Document Type : Research Paper
Assistant Professor of the Philosophy of Religion, University of Religions and Denominations, Qom, Iran
This article set out to answer the question that how people’s belief in the life after death can be explained based on cognitive sciences and if such an explanation is in favor of the religious belief in the life after death or not. The “dead mouse experiment” and the “hero Richard experiment” are among the most important experiments recorded to confirm human belief in the duality of mind and body and the survival of the mind after the death of the body. The “theory of mind” is a theory that was proposed in the general cognitive sciences to explain some types of human learning and cognition. This theory came to be used by later cognitive scientists to explain the widespread belief of the humans in the duality of mind and body and the life after death.
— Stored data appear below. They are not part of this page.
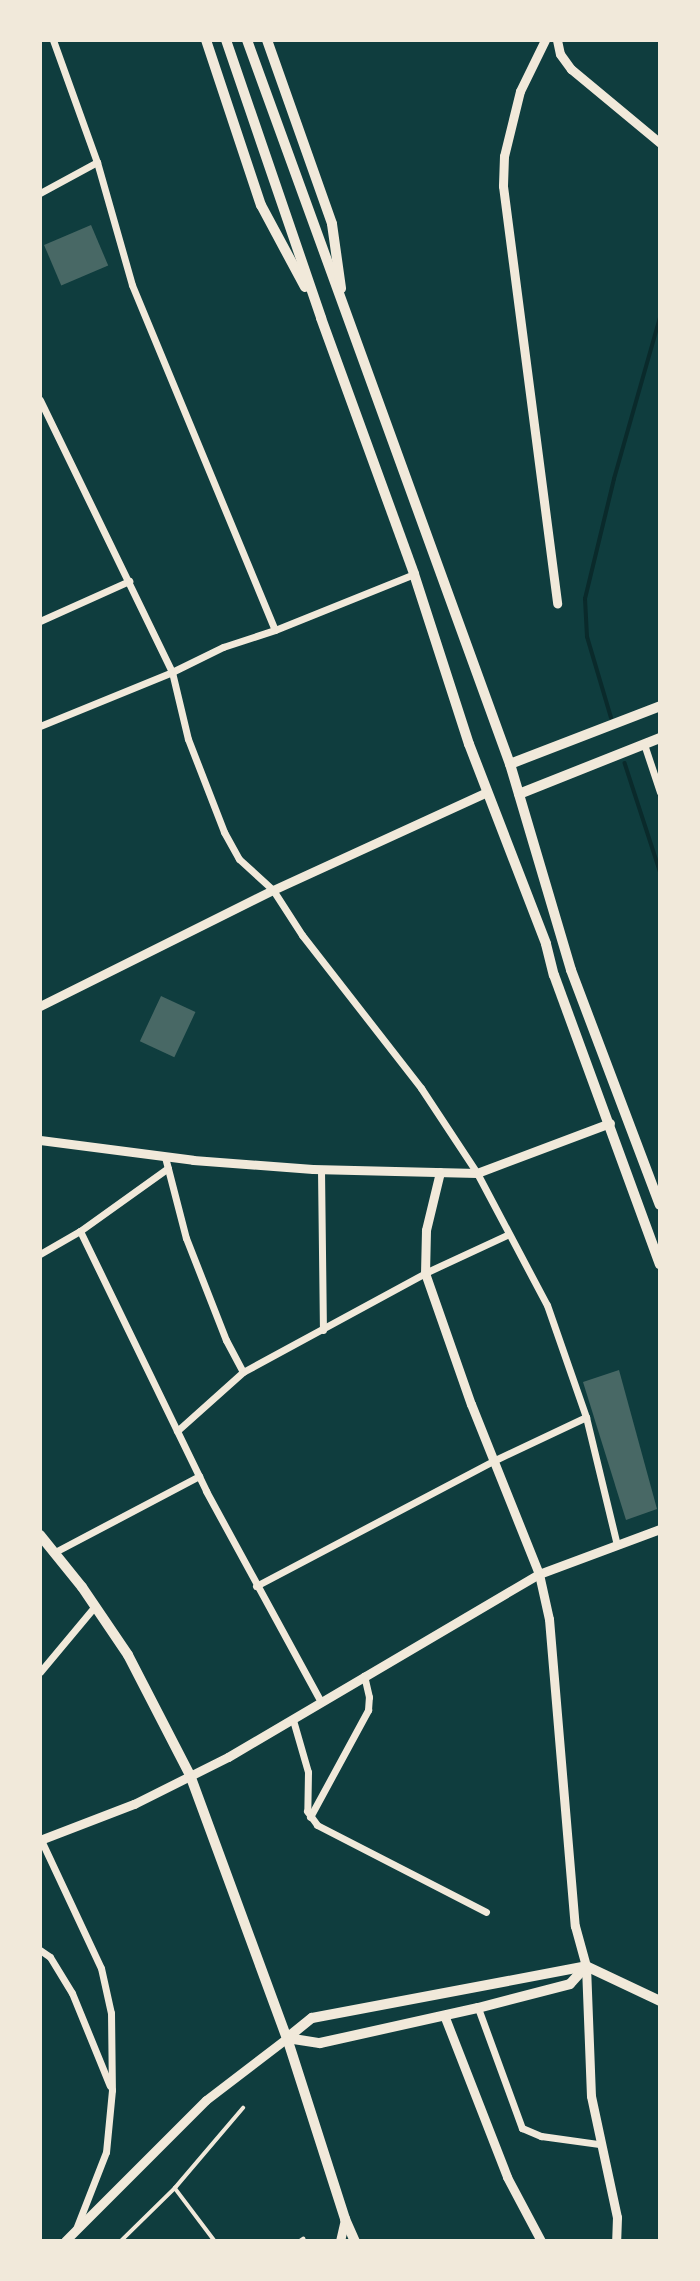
<!DOCTYPE html>
<style>
body{margin:0}
#map{position:relative;width:700px;height:2281px;overflow:hidden;background:#0f3d3e;font-family:Karla,sans-serif}
div>[style]{position:absolute}
.stream>*{height:3.5px;margin:-1.75px;padding:0 1.75px;transform-origin:1.75px;border-radius:1.75px;background:#0a2a2b}
.building>*{inset:0;background:#486865;transform-origin:0 0}
.service>*{height:3.5px;margin:-1.75px;padding:0 1.75px;transform-origin:1.75px;border-radius:1.75px;background:#f1e9da}
.minor>*{height:7px;margin:-3.5px;padding:0 3.5px;transform-origin:3.5px;border-radius:3.5px;background:#f1e9da}
.tertiary>*{height:9px;margin:-4.5px;padding:0 4.5px;transform-origin:4.5px;border-radius:4.5px;background:#f1e9da}
.secondary>*{height:10px;margin:-5px;padding:0 5px;transform-origin:5px;border-radius:5px;background:#f1e9da}
.primary>*{height:10px;margin:-5px;padding:0 5px;transform-origin:5px;border-radius:5px;background:#f1e9da}
span{translate:-50% -50%;white-space:nowrap;text-align:center;line-height:1.15;-webkit-text-stroke:6px #f1e9da;paint-order:stroke}
.frame{position:absolute;inset:0;border:42px solid #f1e9da;pointer-events:none}
</style>
<div id="map">
<div class="stream">
<i style="left:611px;top:718px;width:84px;rotate:-106.5deg"></i>
<i style="left:587px;top:637px;width:38px;rotate:-93deg"></i>
<i style="left:585px;top:599px;width:123px;rotate:-76.4deg"></i>
<i style="left:614px;top:479px;width:167px;rotate:-74.1deg"></i>
<i style="left:625px;top:763px;width:114px;rotate:72deg"></i>
</div>
<div class="building">
<i style="left:91px;top:225px;width:44px;height:51px;rotate:67deg"></i>
<i style="left:161px;top:996px;width:38px;height:50px;rotate:25deg"></i>
<i style="clip-path:polygon(619px 1370px,657px 1509px,626px 1520px,583px 1382px)"></i>
</div>
<div class="service">
<i style="left:175px;top:2188px;width:66px;rotate:53deg"></i>
<i style="left:121px;top:2241px;width:76px;rotate:-44.5deg"></i>
<i style="left:175px;top:2188px;width:105px;rotate:-49.6deg"></i>
<i style="left:300px;top:2241px;width:4px;rotate:-34deg"></i>
</div>
<div class="minor">
<i style="left:53px;top:40px;width:130px;rotate:70.2deg"></i>
<i style="left:97px;top:162px;width:128px;rotate:74.1deg"></i>
<i style="left:132px;top:285px;width:373px;rotate:67.5deg"></i>
<i style="left:40px;top:193px;width:65px;rotate:-28.5deg"></i>
<i style="left:40px;top:400px;width:302px;rotate:64.1deg"></i>
<i style="left:172px;top:672px;width:69px;rotate:76.6deg"></i>
<i style="left:188px;top:739px;width:100px;rotate:68.8deg"></i>
<i style="left:224px;top:832px;width:31px;rotate:61deg"></i>
<i style="left:239px;top:859px;width:46px;rotate:42.4deg"></i>
<i style="left:273px;top:890px;width:54px;rotate:57.2deg"></i>
<i style="left:302px;top:935px;width:194px;rotate:52.1deg"></i>
<i style="left:421px;top:1088px;width:102px;rotate:56.6deg"></i>
<i style="left:477px;top:1173px;width:149px;rotate:62.1deg"></i>
<i style="left:547px;top:1305px;width:119px;rotate:70.8deg"></i>
<i style="left:586px;top:1417px;width:132px;rotate:76.4deg"></i>
<i style="left:40px;top:621px;width:98px;rotate:-24.2deg"></i>
<i style="left:40px;top:726px;width:143px;rotate:-22.2deg"></i>
<i style="left:172px;top:672px;width:57px;rotate:-26.1deg"></i>
<i style="left:223px;top:647px;width:55px;rotate:-18.1deg"></i>
<i style="left:275px;top:630px;width:150px;rotate:-21.9deg"></i>
<i style="left:644px;top:744px;width:51px;rotate:71.6deg"></i>
<i style="left:165px;top:1157px;width:84px;rotate:75.5deg"></i>
<i style="left:186px;top:1238px;width:110px;rotate:68.6deg"></i>
<i style="left:226px;top:1340px;width:36px;rotate:62deg"></i>
<i style="left:321px;top:1170px;width:160px;rotate:89.3deg"></i>
<i style="left:80px;top:1231px;width:289px;rotate:64.1deg"></i>
<i style="left:206px;top:1491px;width:240px;rotate:61.4deg"></i>
<i style="left:40px;top:1254px;width:46px;rotate:-29.9deg"></i>
<i style="left:80px;top:1231px;width:108px;rotate:-35.6deg"></i>
<i style="left:177px;top:1431px;width:89px;rotate:-41.8deg"></i>
<i style="left:243px;top:1372px;width:207px;rotate:-28.5deg"></i>
<i style="left:425px;top:1273px;width:90px;rotate:-24.9deg"></i>
<i style="left:55px;top:1552px;width:163px;rotate:-27.8deg"></i>
<i style="left:256px;top:1586px;width:268px;rotate:-27.8deg"></i>
<i style="left:493px;top:1461px;width:103px;rotate:-25.3deg"></i>
<i style="left:40px;top:1672px;width:86px;rotate:-50.2deg"></i>
<i style="left:293px;top:1720px;width:54px;rotate:73.9deg"></i>
<i style="left:308px;top:1772px;width:39px;rotate:91deg"></i>
<i style="left:307px;top:1811px;width:17px;rotate:54deg"></i>
<i style="left:317px;top:1825px;width:190px;rotate:27.2deg"></i>
<i style="left:310px;top:1817px;width:122px;rotate:-61.5deg"></i>
<i style="left:368px;top:1710px;width:13px;rotate:-86deg"></i>
<i style="left:369px;top:1697px;width:22px;rotate:-103deg"></i>
<i style="left:41px;top:1840px;width:141px;rotate:64.9deg"></i>
<i style="left:101px;top:1968px;width:46px;rotate:77.5deg"></i>
<i style="left:111px;top:2013px;width:77px;rotate:89.3deg"></i>
<i style="left:112px;top:2090px;width:62px;rotate:95.5deg"></i>
<i style="left:106px;top:2152px;width:83px;rotate:111.3deg"></i>
<i style="left:40px;top:1950px;width:12px;rotate:35deg"></i>
<i style="left:50px;top:1957px;width:42px;rotate:58.6deg"></i>
<i style="left:72px;top:1993px;width:100px;rotate:67.8deg"></i>
<i style="left:478px;top:2008px;width:128px;rotate:69.9deg"></i>
<i style="left:522px;top:2128px;width:21px;rotate:23deg"></i>
<i style="left:541px;top:2136px;width:59px;rotate:7.9deg"></i>
</div>
<div class="tertiary">
<i style="left:545px;top:40px;width:57px;rotate:116.1deg"></i>
<i style="left:520px;top:91px;width:67px;rotate:103.8deg"></i>
<i style="left:504px;top:156px;width:30px;rotate:92deg"></i>
<i style="left:503px;top:186px;width:421px;rotate:82.6deg"></i>
<i style="left:557px;top:40px;width:14px;rotate:78deg"></i>
<i style="left:560px;top:54px;width:19px;rotate:54deg"></i>
<i style="left:571px;top:69px;width:116px;rotate:39.7deg"></i>
<i style="left:40px;top:1006px;width:260px;rotate:-26.5deg"></i>
<i style="left:273px;top:890px;width:235px;rotate:-24.6deg"></i>
<i style="left:40px;top:1140px;width:154px;rotate:7.4deg"></i>
<i style="left:193px;top:1160px;width:120px;rotate:4.3deg"></i>
<i style="left:313px;top:1169px;width:164px;rotate:1.4deg"></i>
<i style="left:477px;top:1173px;width:142px;rotate:-20.6deg"></i>
<i style="left:440px;top:1172px;width:60px;rotate:103.6deg"></i>
<i style="left:426px;top:1230px;width:43px;rotate:91.3deg"></i>
<i style="left:425px;top:1273px;width:139px;rotate:70.7deg"></i>
<i style="left:471px;top:1404px;width:183px;rotate:68.2deg"></i>
<i style="left:539px;top:1574px;width:46px;rotate:77.5deg"></i>
<i style="left:549px;top:1619px;width:308px;rotate:85.2deg"></i>
<i style="left:575px;top:1926px;width:41px;rotate:74.6deg"></i>
<i style="left:586px;top:1966px;width:130px;rotate:87.8deg"></i>
<i style="left:591px;top:2096px;width:124px;rotate:77.9deg"></i>
<i style="left:617px;top:2217px;width:24px;rotate:92deg"></i>
<i style="left:40px;top:1840px;width:101px;rotate:-21deg"></i>
<i style="left:134px;top:1804px;width:105px;rotate:-26.6deg"></i>
<i style="left:228px;top:1757px;width:361px;rotate:-30.5deg"></i>
<i style="left:539px;top:1574px;width:129px;rotate:-20.4deg"></i>
<i style="left:444px;top:2015px;width:174px;rotate:68.7deg"></i>
<i style="left:507px;top:2177px;width:72px;rotate:62deg"></i>
<i style="left:65px;top:2241px;width:199px;rotate:-45deg"></i>
<i style="left:206px;top:2100px;width:102px;rotate:-37.4deg"></i>
<i style="left:340px;top:2241px;width:23px;rotate:-77deg"></i>
</div>
<div class="secondary">
<i style="left:510px;top:764px;width:161px;rotate:-21.1deg"></i>
<i style="left:519px;top:794px;width:152px;rotate:-21.7deg"></i>
<i style="left:40px;top:1535px;width:67px;rotate:51.1deg"></i>
<i style="left:82px;top:1587px;width:82px;rotate:55.9deg"></i>
<i style="left:128px;top:1655px;width:135px;rotate:62.7deg"></i>
<i style="left:190px;top:1775px;width:280px;rotate:69.8deg"></i>
<i style="left:287px;top:2038px;width:190px;rotate:72.2deg"></i>
<i style="left:345px;top:2219px;width:24px;rotate:66deg"></i>
<i style="left:287px;top:2038px;width:32px;rotate:-39deg"></i>
<i style="left:312px;top:2018px;width:279px;rotate:-10.7deg"></i>
<i style="left:586px;top:1966px;width:82px;rotate:25.3deg"></i>
<i style="left:287px;top:2038px;width:33px;rotate:9deg"></i>
<i style="left:320px;top:2043px;width:162px;rotate:-12.5deg"></i>
<i style="left:478px;top:2008px;width:95px;rotate:-14.6deg"></i>
<i style="left:570px;top:1984px;width:24px;rotate:-48deg"></i>
</div>
<div class="primary">
<i style="left:206px;top:40px;width:174px;rotate:71.6deg"></i>
<i style="left:261px;top:205px;width:93px;rotate:61.8deg"></i>
<i style="left:226px;top:40px;width:294px;rotate:71.1deg"></i>
<i style="left:321px;top:318px;width:272px;rotate:70deg"></i>
<i style="left:414px;top:574px;width:179px;rotate:72.1deg"></i>
<i style="left:469px;top:744px;width:214px;rotate:68.9deg"></i>
<i style="left:546px;top:944px;width:32px;rotate:76deg"></i>
<i style="left:554px;top:975px;width:308px;rotate:69.9deg"></i>
<i style="left:247px;top:40px;width:770px;rotate:70.04deg"></i>
<i style="left:510px;top:764px;width:215px;rotate:73.5deg"></i>
<i style="left:571px;top:970px;width:251px;rotate:69.3deg"></i>
<i style="left:267px;top:40px;width:195px;rotate:70.5deg"></i>
<i style="left:332px;top:224px;width:65px;rotate:82deg"></i>
</div>
<div class="frame"></div>
</div>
In this article, I have extracted and classified the pillars that form the theory of mind to explain the belief in the afterlife, including offline theory of mind, the need to the deads’ monitoring and judgment, limitations in simulating death, and physical perception and, consequently, the spatial understanding of death and life after death. The other theories of the cognitive science of religion that compete with the theory of mind are also mentioned in my article, such as cultural theory, essentialism theory, terror management theory, and the combined theory. Finally, based on these achievements of the cognitive sciences of religion in explaining the religious belief in the life after death, I present an argument using inference to the best explanation method or argument by comparative confirmation method, which shows that the possibility of an individual with a naturalist worldview to believe in the life after death is much lower than the possibility of an individual with a super-naturalist worldview to believe in it.